Décrire les objectifs du projet.

Le vieillissement en bonne santé est devenu un enjeu crucial avec l’augmentation de la population gériatrique dans le monde entier. Le vieillissement est un processus biologique complexe qui entraîne un déclin progressif des fonctions physiologiques de l’organisme. Il résulte d’une combinaison de changements cellulaires et moléculaires qui s’accumulent au fil du temps, tels que les dommages à l’ADN, le dysfonctionnement mitochondrial et l’accumulation de cellules sénescentes. Ce processus est très individuel, ce qui fait que l’âge biologique diffère souvent de l’âge chronologique. Ce projet a pour objectif d’apporter des éléments de réponse à des questions comme Quelle est la fenêtre d’intervention thérapeutique optimale pour inverser ou ralentir le déclin ? ou encore La solution améliore-t-elle les fonctions physiologiques intégrées ou se contente-t-elle de modifier un marqueur moléculaire ?

Quels sont les bénéfices susceptibles de découler de ce projet?

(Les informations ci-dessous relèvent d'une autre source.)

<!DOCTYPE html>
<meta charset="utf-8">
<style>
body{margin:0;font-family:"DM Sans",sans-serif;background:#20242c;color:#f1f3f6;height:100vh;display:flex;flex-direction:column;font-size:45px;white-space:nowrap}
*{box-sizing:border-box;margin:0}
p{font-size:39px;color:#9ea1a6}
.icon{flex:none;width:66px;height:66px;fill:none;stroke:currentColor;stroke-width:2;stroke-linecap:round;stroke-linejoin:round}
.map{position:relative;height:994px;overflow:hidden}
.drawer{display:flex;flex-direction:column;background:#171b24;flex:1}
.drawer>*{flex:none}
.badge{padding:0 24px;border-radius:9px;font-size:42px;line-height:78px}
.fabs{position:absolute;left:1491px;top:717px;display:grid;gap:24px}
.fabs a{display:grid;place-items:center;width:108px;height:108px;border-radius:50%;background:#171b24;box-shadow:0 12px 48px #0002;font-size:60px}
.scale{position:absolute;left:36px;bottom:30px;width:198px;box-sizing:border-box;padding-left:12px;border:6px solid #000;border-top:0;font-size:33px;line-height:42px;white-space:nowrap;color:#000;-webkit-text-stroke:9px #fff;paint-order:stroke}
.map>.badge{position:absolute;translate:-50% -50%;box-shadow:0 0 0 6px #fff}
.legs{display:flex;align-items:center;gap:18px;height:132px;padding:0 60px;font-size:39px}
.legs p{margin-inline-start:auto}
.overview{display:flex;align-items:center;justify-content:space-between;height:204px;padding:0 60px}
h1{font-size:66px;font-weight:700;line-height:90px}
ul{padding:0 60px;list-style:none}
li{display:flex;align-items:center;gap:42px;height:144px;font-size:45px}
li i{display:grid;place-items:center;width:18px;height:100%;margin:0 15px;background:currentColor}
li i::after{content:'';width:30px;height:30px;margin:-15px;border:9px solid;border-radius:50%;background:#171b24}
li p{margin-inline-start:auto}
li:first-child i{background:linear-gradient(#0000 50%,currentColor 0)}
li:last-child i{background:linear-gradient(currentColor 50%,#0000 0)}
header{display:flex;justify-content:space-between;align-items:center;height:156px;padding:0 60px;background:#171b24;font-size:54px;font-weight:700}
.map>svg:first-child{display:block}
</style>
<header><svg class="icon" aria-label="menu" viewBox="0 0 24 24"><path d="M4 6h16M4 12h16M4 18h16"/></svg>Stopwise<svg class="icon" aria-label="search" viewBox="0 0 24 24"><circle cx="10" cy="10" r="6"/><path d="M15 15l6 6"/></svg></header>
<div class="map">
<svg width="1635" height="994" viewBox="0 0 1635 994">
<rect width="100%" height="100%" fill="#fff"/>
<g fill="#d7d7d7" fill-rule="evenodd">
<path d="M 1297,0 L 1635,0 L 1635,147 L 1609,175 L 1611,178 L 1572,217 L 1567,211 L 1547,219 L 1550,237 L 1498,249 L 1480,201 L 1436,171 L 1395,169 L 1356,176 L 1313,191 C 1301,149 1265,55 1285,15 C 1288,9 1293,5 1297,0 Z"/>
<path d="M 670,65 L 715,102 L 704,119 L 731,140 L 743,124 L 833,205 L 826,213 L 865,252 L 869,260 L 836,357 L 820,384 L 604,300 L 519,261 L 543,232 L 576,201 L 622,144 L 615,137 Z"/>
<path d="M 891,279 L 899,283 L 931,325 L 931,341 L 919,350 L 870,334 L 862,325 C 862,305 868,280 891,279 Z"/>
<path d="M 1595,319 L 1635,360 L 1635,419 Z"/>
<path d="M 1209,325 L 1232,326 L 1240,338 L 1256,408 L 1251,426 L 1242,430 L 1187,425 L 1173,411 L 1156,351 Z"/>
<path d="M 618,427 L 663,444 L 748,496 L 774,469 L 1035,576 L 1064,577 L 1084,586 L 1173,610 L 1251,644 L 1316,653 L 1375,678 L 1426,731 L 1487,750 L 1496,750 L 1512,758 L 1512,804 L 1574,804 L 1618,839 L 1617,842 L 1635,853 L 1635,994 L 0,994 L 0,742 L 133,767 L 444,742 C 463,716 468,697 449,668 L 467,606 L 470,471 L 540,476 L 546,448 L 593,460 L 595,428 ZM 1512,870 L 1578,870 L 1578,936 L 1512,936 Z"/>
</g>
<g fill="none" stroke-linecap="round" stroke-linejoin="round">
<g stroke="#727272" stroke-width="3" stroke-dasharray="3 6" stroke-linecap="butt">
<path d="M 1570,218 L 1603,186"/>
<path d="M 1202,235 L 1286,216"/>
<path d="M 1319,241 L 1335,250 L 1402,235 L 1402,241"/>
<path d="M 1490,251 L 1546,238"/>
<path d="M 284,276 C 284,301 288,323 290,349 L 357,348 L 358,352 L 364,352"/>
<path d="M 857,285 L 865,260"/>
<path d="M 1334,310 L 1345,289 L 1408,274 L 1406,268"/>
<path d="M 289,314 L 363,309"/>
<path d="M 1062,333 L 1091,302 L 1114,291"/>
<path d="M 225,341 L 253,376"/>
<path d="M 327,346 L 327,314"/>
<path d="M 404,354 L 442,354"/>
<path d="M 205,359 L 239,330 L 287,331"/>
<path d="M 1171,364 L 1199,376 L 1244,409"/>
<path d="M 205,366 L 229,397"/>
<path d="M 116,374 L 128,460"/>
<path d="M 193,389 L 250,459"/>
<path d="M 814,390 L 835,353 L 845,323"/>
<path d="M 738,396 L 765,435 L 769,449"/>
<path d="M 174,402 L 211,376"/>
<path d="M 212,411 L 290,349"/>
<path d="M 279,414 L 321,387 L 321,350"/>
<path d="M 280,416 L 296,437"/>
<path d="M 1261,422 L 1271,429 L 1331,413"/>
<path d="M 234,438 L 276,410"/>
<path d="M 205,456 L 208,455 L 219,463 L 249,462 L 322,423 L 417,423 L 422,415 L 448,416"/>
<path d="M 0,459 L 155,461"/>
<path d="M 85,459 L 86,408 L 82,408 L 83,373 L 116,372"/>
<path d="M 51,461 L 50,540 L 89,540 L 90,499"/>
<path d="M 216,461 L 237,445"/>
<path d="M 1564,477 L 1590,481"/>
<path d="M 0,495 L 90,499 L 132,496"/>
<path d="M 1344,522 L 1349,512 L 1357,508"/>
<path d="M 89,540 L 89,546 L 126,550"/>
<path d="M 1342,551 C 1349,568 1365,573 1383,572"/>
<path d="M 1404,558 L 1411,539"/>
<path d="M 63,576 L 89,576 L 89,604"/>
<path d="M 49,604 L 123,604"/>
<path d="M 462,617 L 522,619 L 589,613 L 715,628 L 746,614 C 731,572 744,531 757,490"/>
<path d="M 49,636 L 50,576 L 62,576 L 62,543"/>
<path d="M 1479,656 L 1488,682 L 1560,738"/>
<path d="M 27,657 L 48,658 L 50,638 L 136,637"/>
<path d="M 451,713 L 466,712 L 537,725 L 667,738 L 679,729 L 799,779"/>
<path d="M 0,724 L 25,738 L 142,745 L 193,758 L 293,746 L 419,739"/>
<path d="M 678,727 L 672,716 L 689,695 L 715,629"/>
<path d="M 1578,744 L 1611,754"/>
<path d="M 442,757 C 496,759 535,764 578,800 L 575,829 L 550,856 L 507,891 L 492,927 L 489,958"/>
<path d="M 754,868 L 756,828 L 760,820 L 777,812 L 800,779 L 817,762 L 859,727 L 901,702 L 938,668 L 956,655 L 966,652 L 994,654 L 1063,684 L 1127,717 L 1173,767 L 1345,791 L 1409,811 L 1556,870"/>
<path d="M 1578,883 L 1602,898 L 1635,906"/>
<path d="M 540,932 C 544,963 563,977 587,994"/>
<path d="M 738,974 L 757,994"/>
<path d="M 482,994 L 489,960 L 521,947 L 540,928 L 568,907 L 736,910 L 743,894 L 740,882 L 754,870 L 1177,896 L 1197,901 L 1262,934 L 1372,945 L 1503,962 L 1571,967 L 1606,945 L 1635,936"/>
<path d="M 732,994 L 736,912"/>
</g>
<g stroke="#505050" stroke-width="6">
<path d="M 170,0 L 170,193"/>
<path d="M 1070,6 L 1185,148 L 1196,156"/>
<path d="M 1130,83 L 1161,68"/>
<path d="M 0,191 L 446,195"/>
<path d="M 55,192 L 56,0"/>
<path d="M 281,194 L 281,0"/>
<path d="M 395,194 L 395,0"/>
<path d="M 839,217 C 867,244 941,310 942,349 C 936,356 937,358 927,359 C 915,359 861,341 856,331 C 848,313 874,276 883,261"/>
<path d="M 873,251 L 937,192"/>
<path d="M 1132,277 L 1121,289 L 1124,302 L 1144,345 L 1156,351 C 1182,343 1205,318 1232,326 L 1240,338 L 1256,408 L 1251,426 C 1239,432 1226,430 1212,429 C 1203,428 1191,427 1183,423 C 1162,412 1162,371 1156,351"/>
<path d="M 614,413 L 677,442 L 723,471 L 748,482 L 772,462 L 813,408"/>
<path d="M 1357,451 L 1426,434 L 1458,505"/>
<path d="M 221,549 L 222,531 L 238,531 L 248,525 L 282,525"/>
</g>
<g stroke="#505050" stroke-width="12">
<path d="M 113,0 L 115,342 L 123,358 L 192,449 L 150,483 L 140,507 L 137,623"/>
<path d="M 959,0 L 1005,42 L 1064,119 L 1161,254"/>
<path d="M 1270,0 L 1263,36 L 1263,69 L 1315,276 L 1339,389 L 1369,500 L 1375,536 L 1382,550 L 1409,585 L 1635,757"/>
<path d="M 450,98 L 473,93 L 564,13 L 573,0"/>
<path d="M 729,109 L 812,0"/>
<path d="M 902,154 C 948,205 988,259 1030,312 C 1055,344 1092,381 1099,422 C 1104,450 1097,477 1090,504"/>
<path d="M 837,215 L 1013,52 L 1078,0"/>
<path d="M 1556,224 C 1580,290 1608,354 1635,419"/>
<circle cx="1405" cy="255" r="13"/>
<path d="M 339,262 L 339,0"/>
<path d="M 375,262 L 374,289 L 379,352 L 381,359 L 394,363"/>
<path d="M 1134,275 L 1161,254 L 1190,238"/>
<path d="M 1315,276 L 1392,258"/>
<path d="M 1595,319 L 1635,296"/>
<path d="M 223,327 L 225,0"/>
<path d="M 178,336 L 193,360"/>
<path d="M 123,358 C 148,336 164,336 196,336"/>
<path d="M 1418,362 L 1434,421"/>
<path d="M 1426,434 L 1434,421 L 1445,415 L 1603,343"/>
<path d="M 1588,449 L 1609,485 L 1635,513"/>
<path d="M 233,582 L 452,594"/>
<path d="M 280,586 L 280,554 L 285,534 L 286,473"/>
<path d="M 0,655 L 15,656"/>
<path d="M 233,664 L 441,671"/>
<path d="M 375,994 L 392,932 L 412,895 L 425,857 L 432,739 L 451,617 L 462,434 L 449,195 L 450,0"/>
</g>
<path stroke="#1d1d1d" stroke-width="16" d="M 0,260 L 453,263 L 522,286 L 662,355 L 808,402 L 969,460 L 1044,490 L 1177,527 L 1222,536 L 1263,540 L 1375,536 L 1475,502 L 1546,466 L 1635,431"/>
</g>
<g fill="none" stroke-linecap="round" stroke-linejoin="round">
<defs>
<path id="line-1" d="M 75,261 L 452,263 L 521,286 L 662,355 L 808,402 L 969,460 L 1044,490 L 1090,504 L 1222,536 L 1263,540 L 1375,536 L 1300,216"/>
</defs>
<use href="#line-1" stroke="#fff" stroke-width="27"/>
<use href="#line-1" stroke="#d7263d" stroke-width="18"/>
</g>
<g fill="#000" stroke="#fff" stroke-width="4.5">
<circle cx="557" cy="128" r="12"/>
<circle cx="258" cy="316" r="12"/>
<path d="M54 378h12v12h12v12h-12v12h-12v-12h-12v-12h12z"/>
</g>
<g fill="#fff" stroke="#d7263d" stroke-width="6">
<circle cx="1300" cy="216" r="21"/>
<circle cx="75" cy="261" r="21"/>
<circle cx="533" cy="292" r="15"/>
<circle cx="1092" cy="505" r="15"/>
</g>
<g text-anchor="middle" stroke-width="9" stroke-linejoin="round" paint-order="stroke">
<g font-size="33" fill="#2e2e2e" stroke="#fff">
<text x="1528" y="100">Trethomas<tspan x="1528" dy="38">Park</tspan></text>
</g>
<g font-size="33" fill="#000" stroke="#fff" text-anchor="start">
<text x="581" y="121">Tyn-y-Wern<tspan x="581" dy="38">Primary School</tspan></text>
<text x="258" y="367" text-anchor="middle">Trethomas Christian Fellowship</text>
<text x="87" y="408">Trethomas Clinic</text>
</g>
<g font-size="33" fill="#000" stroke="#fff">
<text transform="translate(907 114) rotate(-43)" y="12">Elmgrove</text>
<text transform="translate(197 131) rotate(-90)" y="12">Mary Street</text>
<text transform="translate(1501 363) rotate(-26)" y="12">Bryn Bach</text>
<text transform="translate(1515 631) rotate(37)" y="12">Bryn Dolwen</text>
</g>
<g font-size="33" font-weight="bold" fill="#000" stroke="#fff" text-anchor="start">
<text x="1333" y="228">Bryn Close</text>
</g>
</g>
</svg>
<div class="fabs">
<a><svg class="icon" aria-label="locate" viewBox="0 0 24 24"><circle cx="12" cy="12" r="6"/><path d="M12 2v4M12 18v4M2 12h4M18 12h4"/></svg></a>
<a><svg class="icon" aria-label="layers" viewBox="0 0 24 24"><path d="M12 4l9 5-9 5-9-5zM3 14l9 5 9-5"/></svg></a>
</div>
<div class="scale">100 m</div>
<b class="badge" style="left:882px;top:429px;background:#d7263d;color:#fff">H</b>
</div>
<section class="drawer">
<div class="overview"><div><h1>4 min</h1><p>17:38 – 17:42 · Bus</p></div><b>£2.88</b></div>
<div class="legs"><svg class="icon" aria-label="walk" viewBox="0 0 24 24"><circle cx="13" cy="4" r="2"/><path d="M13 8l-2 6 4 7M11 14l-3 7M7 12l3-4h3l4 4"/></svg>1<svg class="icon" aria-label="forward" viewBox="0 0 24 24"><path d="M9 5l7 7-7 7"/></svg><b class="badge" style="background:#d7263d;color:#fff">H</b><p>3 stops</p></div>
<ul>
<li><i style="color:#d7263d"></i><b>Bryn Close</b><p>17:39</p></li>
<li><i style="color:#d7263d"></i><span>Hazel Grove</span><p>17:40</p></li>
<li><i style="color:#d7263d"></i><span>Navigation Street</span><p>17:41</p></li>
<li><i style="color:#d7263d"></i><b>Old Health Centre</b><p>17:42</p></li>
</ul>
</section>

À court terme, les modèles rongeurs permettent une validation rapide des hypothèses. En quelques mois, on peut : (i) Établir une preuve de concept : on peut rapidement tester si une molécule ou un régime alimentaire a un effet sur les marqueurs du vieillissement. (ii) Évaluer la sécurité et la toxicité d’un traitement potentiel pour ses effets secondaires indésirables avant d’envisager des études plus longues ou plus complexes. (ii) Obtenir des données préliminaires À moyen terme, ces modèles permettent une compréhension plus profonde des mécanismes du vieillissement et de l’efficacité d’un traitement. (i) Étudier les effets à long terme : La durée de vie relativement courte des rongeurs permet d’étudier l’impact d’une intervention sur la longévité et la santé. On peut observer si un traitement retarde l’apparition de signes caractéristiques du vieillissement. (ii) Élucider les mécanismes d’action : En analysant des échantillons de tissus et de fluides à différents âges, on peut identifier les voies moléculaires et cellulaires par lesquelles une thérapie fonctionne. (iii) Optimiser les traitements : on peut ajuster les doses, la fréquence et la voie d’administration d’un traitement pour trouver le protocole le plus efficace. Les bénéfices à long terme de ces modèles sont d’une importance capitale pour la médecine translationnelle et la santé publique. (i) Développement de thérapies cliniques : Les données solides obtenues sur les rongeurs sont essentielles pour justifier le passage aux essais cliniques chez l’humain. Elles réduisent les risques et augmentent les chances de succès des futurs médicaments. (ii) Identification de nouveaux biomarqueurs : La recherche sur les rongeurs peut révéler de nouveaux marqueurs biologiques du vieillissement, qui pourraient ensuite être utilisés pour évaluer le « vrai » âge biologique ou la réponse aux traitements chez l’humain. (iii) Amélioration de la compréhension du vieillissement humain : Les découvertes faites sur ces modèles contribuent à une meilleure compréhension des maladies liées à l’âge et peuvent mener à de nouvelles stratégies de prévention. En fin de compte, l’objectif est d’améliorer la qualité de vie et de prolonger la période de bonne santé chez les personnes vieillissantes.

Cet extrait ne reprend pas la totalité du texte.